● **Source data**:
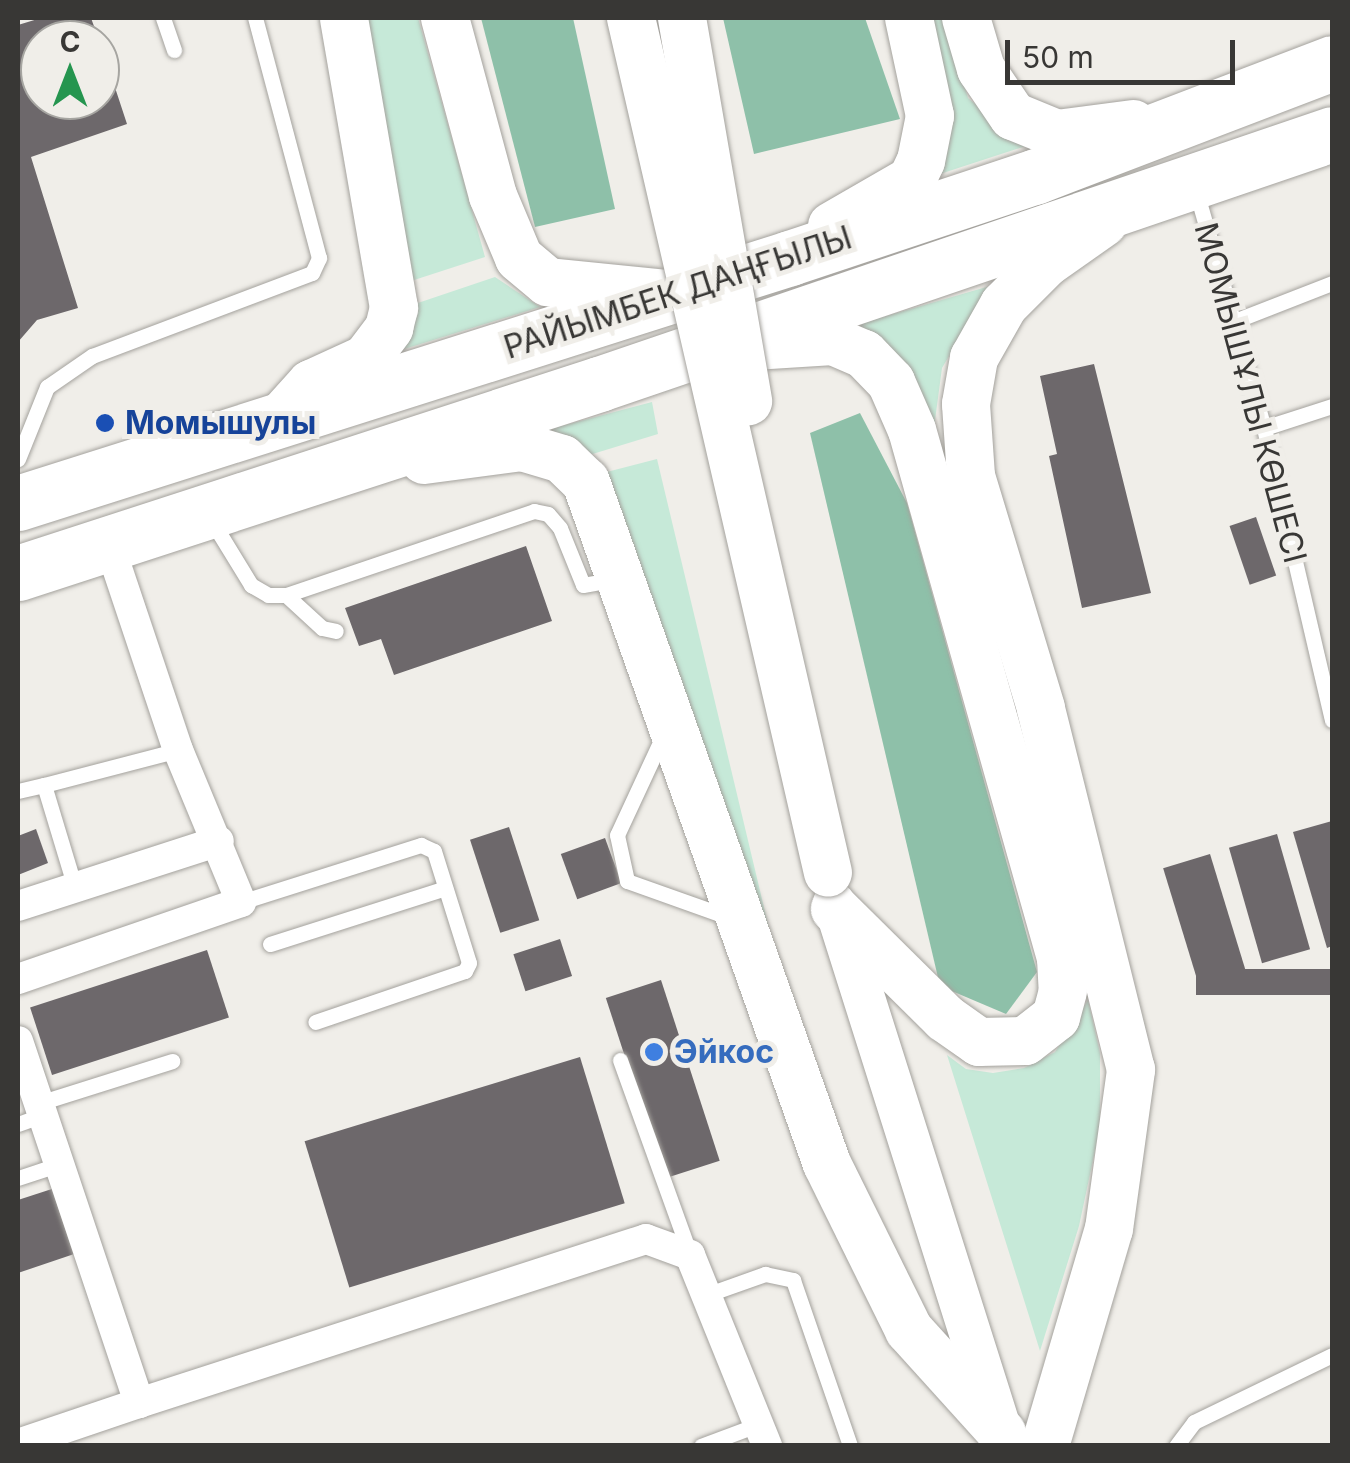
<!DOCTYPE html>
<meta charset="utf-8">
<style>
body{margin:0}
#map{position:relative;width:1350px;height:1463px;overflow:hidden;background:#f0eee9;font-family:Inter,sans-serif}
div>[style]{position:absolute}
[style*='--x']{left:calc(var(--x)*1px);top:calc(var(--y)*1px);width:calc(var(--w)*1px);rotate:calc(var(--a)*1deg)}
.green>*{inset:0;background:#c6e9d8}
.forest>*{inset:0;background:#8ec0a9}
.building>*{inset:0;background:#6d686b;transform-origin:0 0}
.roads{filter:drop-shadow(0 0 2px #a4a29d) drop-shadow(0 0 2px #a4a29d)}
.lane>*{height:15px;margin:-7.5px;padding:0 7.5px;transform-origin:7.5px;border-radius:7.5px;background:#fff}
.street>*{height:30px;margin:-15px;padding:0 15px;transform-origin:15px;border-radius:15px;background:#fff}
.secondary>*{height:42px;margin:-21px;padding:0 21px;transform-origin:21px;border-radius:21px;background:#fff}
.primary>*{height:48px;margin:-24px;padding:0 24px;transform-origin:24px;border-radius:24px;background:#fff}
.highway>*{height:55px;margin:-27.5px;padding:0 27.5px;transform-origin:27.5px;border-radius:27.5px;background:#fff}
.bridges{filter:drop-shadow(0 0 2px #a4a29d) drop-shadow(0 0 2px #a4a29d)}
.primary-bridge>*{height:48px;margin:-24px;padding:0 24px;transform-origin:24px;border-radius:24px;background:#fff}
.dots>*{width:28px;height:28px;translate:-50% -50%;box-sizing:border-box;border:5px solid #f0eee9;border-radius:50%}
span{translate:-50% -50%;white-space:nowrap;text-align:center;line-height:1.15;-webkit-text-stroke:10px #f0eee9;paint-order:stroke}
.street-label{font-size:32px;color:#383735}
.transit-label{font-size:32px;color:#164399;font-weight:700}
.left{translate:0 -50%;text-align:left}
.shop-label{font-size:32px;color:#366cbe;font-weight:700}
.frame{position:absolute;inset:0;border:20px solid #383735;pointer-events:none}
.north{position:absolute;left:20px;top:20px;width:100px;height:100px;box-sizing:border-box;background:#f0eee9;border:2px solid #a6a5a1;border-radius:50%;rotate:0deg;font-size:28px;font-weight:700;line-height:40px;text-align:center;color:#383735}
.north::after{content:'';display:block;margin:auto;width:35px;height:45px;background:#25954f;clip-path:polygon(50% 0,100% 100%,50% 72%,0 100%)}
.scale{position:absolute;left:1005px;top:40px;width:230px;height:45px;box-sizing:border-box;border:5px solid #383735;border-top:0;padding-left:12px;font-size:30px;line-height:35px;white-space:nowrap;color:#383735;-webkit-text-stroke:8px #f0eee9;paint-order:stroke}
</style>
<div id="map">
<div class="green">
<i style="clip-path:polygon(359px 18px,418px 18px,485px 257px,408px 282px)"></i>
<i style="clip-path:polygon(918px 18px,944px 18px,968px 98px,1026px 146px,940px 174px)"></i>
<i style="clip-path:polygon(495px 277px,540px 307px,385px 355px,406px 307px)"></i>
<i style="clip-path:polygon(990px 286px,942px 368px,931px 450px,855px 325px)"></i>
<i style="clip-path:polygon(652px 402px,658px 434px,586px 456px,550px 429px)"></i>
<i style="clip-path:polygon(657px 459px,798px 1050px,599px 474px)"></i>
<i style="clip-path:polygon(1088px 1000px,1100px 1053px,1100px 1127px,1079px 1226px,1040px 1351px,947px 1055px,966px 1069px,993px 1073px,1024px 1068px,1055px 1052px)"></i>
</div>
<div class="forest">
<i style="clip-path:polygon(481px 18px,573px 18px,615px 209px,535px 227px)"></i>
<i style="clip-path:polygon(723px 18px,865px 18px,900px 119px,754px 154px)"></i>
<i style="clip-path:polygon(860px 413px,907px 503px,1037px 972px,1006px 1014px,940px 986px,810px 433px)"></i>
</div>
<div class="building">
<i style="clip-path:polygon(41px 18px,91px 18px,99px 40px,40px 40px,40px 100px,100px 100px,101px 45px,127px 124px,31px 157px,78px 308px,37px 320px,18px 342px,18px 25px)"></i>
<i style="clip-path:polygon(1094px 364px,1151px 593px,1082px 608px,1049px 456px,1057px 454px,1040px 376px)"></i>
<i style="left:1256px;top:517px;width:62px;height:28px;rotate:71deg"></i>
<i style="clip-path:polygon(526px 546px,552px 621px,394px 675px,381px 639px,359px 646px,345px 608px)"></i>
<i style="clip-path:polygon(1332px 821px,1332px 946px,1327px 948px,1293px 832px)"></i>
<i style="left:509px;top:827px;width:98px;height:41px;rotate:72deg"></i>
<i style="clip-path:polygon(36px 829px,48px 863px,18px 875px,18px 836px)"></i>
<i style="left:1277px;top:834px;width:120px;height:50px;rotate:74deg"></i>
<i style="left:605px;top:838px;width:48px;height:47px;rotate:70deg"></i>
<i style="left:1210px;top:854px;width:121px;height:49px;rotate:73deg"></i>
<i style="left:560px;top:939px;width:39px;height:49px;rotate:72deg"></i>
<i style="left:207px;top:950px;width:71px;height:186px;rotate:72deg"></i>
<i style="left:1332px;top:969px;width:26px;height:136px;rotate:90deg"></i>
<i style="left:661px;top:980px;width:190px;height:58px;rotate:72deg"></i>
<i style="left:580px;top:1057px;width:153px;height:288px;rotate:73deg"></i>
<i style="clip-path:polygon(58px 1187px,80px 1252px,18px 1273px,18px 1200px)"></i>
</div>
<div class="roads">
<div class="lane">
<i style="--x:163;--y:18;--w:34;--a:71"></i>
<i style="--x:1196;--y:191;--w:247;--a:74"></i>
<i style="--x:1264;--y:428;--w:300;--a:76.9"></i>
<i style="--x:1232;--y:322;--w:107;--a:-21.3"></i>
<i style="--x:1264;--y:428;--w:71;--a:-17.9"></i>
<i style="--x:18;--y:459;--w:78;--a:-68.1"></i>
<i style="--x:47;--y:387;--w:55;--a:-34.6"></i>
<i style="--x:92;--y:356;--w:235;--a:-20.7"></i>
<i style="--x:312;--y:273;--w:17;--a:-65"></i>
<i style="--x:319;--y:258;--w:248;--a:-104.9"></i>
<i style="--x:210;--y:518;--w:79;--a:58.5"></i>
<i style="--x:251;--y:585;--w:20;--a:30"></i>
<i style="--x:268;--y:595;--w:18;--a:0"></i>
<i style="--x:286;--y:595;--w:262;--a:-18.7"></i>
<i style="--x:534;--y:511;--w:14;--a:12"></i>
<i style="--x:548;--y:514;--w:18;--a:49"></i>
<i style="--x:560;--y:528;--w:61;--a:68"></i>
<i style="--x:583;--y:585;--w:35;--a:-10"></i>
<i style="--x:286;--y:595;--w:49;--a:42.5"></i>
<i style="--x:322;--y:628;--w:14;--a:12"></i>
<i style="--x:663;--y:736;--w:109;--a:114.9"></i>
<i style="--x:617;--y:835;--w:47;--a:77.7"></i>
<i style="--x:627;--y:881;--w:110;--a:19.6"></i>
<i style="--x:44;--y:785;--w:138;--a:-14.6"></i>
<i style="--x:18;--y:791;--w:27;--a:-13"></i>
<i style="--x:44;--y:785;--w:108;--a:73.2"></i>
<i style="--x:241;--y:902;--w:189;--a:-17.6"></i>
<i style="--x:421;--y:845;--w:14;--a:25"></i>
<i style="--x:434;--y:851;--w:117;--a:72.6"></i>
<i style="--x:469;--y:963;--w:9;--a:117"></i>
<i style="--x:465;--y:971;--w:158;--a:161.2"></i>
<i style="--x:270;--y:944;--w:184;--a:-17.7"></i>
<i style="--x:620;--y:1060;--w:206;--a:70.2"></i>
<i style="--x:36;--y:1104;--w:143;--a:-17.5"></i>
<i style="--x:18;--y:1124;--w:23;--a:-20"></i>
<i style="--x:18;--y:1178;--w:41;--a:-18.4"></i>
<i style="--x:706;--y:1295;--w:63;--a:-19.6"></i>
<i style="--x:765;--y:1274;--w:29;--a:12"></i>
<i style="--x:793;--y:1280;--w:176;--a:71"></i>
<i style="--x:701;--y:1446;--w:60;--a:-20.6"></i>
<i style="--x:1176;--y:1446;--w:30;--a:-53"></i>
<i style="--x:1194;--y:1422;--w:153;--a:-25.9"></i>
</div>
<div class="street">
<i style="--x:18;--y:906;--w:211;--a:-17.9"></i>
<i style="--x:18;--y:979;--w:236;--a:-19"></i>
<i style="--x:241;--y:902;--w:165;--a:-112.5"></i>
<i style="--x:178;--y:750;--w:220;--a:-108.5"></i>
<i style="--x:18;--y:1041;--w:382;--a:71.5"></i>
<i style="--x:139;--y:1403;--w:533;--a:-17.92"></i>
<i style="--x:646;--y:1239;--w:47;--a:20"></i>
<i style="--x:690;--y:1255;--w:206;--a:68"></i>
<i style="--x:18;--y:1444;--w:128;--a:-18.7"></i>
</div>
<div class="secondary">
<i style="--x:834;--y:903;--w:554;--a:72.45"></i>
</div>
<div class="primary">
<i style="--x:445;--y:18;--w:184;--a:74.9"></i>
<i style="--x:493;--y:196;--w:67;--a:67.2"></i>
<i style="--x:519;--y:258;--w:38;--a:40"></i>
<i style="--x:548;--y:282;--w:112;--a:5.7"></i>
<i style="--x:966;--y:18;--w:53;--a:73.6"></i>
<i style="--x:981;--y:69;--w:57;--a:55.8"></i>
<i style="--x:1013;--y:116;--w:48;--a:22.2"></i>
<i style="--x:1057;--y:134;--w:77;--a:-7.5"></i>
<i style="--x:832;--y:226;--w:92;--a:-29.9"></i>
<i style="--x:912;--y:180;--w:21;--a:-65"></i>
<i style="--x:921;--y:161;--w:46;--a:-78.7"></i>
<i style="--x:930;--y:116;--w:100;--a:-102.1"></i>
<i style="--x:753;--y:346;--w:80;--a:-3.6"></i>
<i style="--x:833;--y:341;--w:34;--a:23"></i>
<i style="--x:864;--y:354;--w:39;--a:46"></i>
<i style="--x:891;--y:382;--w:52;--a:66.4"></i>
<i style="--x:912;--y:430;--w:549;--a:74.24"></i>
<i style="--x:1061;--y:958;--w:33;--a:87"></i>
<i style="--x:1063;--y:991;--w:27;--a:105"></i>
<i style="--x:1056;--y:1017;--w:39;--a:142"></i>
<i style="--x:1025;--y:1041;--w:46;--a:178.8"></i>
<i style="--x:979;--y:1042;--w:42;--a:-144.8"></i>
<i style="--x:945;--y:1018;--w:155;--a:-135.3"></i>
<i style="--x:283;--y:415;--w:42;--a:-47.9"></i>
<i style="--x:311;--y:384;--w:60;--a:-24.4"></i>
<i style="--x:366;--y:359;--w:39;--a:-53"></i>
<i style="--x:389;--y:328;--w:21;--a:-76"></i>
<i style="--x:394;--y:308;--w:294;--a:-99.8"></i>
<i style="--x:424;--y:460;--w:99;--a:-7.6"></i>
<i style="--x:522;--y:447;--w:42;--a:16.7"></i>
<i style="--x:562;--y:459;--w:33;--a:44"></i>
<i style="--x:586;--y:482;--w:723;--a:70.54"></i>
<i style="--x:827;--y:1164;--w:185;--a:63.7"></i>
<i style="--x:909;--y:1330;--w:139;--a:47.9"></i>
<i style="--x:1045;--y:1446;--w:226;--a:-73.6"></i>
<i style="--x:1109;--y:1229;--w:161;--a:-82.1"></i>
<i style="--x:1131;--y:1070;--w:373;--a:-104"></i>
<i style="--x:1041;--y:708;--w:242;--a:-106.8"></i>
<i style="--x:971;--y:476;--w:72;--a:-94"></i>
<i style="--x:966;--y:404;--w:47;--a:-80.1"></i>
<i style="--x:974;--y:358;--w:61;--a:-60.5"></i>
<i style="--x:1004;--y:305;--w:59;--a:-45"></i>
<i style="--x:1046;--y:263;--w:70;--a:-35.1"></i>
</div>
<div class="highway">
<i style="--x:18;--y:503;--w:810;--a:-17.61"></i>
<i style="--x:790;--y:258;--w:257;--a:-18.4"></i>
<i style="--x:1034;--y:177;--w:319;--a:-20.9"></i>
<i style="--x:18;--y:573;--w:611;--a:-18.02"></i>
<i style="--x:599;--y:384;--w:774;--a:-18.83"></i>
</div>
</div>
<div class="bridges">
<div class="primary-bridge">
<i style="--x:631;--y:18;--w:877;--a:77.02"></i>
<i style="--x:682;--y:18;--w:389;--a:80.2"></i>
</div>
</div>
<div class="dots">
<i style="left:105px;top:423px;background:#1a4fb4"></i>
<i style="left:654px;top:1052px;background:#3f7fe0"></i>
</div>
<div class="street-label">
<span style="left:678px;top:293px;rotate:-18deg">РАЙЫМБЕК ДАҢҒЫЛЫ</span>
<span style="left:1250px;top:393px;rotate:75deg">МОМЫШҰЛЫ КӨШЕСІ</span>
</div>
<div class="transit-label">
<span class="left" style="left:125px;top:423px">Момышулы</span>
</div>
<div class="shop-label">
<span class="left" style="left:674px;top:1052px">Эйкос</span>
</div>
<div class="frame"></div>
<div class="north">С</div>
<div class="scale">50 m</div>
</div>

● **WHAT IS REQUIRED**: Your response should be the lines of the entries above that include the string "lane".

● **EXERCISE OUTPUT**:
.lane>*{height:15px;margin:-7.5px;padding:0 7.5px;transform-origin:7.5px;border-radius:7.5px;background:#fff}
<div class="lane">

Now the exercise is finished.